SPSS Format Plugin
Introduced in release: 1.18.
Drill provides a format plugin for reading and querying data files from Statistical Package for the Social Sciences (SPSS).
Configuring the SPSS Format Plugin
To configure Drill to read SPSS files, simply add the following code to the formats section of your
file-based storage plugin. This should happen automatically for the default
cp
, dfs
, and S3
storage plugins.
Other than the file extensions, there are no variables to configure.
"spss": {
"type": "spss",
"extensions": ["sav"]
}
Data Model
SPSS only supports two data types: Numeric and String. Drill maps these to its DOUBLE and VARCHAR types respectively.
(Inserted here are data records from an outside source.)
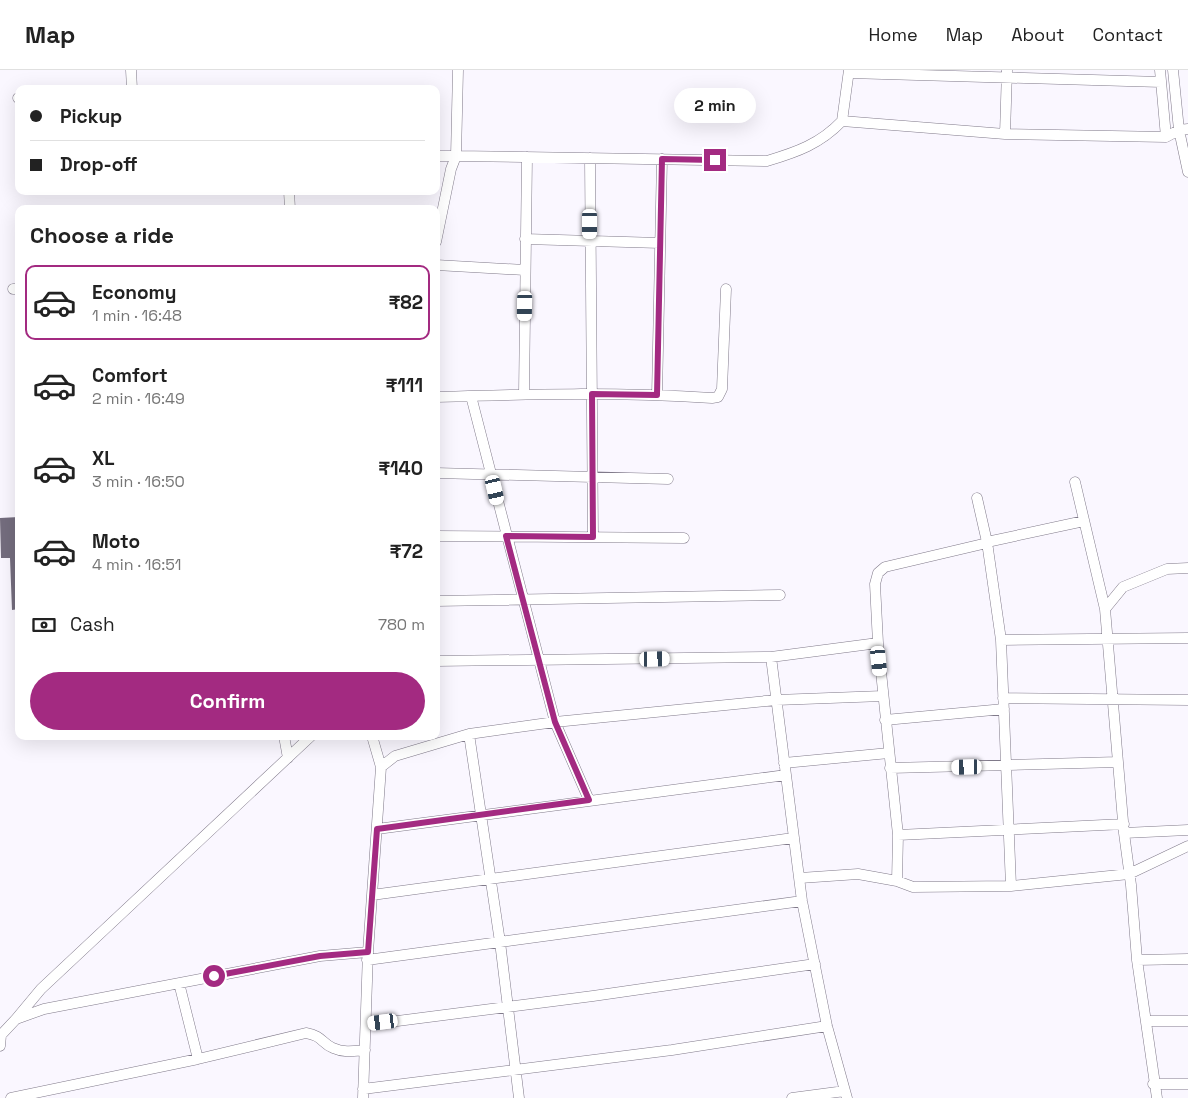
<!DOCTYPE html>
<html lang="en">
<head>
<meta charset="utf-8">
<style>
  :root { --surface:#fff; --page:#f6f6f6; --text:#222; --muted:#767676; --line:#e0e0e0; --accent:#a32a81 }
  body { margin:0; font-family:"Space Grotesk",sans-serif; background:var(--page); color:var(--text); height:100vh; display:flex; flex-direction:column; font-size:19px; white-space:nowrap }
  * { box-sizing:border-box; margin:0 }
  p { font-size:16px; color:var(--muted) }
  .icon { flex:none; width:28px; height:28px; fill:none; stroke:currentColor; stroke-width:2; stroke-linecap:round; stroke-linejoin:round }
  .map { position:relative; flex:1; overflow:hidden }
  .side { position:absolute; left:15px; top:135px; width:425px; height:535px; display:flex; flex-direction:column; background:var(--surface); border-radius:10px; box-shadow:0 5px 20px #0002 }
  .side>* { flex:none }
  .guide { position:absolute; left:15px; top:15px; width:425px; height:110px; border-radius:10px; box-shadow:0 5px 20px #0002; display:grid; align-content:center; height:110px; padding:0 15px; background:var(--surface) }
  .end { position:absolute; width:22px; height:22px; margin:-11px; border:6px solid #a32a81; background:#fff; box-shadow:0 0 0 2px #fff }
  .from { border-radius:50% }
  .bubble { position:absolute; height:35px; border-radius:18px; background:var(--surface); box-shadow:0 5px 20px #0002; font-size:16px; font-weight:700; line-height:35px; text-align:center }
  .car { position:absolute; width:15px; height:30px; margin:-15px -8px; border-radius:6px; box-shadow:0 0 4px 1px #0007; background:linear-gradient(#fff 24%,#345 0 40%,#fff 0 76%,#345 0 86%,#fff 0) }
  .guide b { display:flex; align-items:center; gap:18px; height:48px; font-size:19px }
  .guide b+b { border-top:1px solid var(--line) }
  .guide i { width:12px; height:12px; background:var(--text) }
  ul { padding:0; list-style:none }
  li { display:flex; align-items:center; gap:15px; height:75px; margin:0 10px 8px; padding:0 5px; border:2px solid transparent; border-radius:10px }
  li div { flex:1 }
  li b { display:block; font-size:19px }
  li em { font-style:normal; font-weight:700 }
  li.active { border-color:var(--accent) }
  li>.icon { width:45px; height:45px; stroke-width:1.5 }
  h2 { padding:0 15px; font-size:22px; line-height:60px }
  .pay { display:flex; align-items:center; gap:12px; height:55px; padding:0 15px; font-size:19px }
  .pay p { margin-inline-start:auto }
  .primary-button { display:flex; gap:10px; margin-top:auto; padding:10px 15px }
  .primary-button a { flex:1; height:58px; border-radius:30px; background:var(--accent); color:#fff; font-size:20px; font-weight:700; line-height:58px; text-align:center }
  header { display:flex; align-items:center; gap:30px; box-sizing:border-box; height:70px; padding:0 25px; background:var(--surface); border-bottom:1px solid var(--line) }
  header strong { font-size:24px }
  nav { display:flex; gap:28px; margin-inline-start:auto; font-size:18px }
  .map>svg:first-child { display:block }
  .building { fill:#746d7e }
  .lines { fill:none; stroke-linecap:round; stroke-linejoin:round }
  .street-casing { stroke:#807a8a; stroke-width:11 }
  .street { stroke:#fff; stroke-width:10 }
  .route { stroke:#a32a81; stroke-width:6 }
</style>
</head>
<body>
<header>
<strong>Map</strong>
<nav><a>Home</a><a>Map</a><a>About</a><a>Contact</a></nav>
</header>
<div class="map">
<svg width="1188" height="1028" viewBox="0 0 1188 1028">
  <rect width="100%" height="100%" fill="#faf7ff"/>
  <path class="building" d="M19,447V539L12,540L10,488H1L0,448Z"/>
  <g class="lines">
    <defs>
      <path id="street" d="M131,0L132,19
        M849,0L842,51L1005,64L1166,67L1179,60L1188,59
        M1160,0L1166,67
        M1173,0L1179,60L1188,102
        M849,3L1161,12
        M18,28H19
        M1005,64L1007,0
        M436,86H456L458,0
        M590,88L593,467
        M289,121L290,139
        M525,169L660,173
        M436,172L451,99L456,86L767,91C797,82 820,74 842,51
        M436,195L525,200
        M13,219H19
        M524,324L527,87
        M657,325L662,89
        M471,326L555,652L589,730
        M436,327C528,324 620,322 712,328L718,327L722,319L726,219
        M436,403L668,409
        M1075,412L1105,539L1124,763L1131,815L1137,890L1157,1028
        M977,428L987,472L1001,570L1011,816
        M436,466L684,468
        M987,472L1084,451
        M436,531L780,525
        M1105,539L1123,517L1167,499L1188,498
        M1001,570L1188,568
        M771,587L802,831L827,956L847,1028
        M436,591L771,587L878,573
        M1003,628L1188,630
        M885,650L1004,639
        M469,664L500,872L519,1028
        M284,666L288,688
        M372,666L381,697
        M784,693L889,683
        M890,698L1118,692
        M377,759L786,705
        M1124,763L1188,760
        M898,765L1124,754
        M800,808L858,804L897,811L913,817L1011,816L1129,804L1188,776
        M897,811L898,765L878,573L875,514L878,503L885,497L987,473
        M372,825L793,768
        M367,890L802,831
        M1137,890L1188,889
        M179,913L198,989
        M16,949L41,919L311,666
        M1148,951H1188
        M366,955L593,926L815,894
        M0,976L1,965L16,949L44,939L320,886L368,882
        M1153,1014H1188
        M363,1019L672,980L827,956
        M11,1028L198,989L306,963C323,966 321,973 333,978C344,983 354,981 365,980
        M363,1028L368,882L381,697L395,686L469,664L555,652L776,630L883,626
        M792,1028L845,1021"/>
    </defs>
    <use href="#street" class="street-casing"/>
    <use href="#street" class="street"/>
  </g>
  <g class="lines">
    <path class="route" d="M214,906L320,886L368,882L377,759L589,730L555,652L506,466L593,467L592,324L657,325L662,89L715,90"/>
  </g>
</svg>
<i class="end from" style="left:214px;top:906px"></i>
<i class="end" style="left:715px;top:90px"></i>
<div class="bubble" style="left:674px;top:18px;width:82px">2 min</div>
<i class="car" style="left:590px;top:154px;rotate:180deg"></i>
<i class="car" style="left:525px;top:236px;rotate:181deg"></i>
<i class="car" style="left:495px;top:420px;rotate:167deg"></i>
<i class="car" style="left:655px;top:589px;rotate:89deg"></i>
<i class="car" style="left:879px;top:591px;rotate:174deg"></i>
<i class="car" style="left:967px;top:697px;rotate:269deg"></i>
<i class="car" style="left:383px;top:952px;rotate:263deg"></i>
<div class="guide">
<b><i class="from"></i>Pickup</b>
<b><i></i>Drop-off</b>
</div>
<section class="side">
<h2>Choose a ride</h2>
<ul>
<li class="active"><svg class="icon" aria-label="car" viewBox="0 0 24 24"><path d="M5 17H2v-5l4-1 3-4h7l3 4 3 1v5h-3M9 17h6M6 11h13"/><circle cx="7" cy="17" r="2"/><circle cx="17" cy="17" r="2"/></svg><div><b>Economy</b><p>1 min · 16:48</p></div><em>₹82</em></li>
<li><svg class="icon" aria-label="car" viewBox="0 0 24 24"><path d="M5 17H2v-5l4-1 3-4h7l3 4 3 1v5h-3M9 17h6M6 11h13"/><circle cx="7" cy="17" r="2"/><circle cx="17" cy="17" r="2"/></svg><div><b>Comfort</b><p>2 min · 16:49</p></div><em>₹111</em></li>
<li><svg class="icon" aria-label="car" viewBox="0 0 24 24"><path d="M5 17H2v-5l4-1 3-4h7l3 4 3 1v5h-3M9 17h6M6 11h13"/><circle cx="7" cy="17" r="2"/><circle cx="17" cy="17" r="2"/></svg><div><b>XL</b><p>3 min · 16:50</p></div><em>₹140</em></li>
<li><svg class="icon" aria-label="car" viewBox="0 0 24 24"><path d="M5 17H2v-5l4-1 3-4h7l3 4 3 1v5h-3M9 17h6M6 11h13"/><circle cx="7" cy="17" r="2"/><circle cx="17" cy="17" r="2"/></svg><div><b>Moto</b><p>4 min · 16:51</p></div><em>₹72</em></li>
</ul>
<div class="pay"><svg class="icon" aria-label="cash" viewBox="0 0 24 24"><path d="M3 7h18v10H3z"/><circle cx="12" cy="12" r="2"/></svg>Cash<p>780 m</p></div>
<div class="primary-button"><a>Confirm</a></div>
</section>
</div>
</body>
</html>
However, for some numeric columns, SPSS maps these numbers to text, similar to an enum
field in Java.
For instance, a field called Survey
might have labels as shown below.
Value | Text |
---|---|
1 | Yes |
2 | No |
99 | No answer |
In this situation Drill will create two columns, one called Survey
which takes on numeric values in { 1, 2, 99 } and another called Survey_value
which contains the corresponding text. The next table gives an example of data returned by Drill when the Survey
column is queried.
Survey | Survey_value |
---|---|
1 | Yes |
1 | Yes |
1 | Yes |
2 | No |
1 | Yes |
2 | No |
99 | No answer |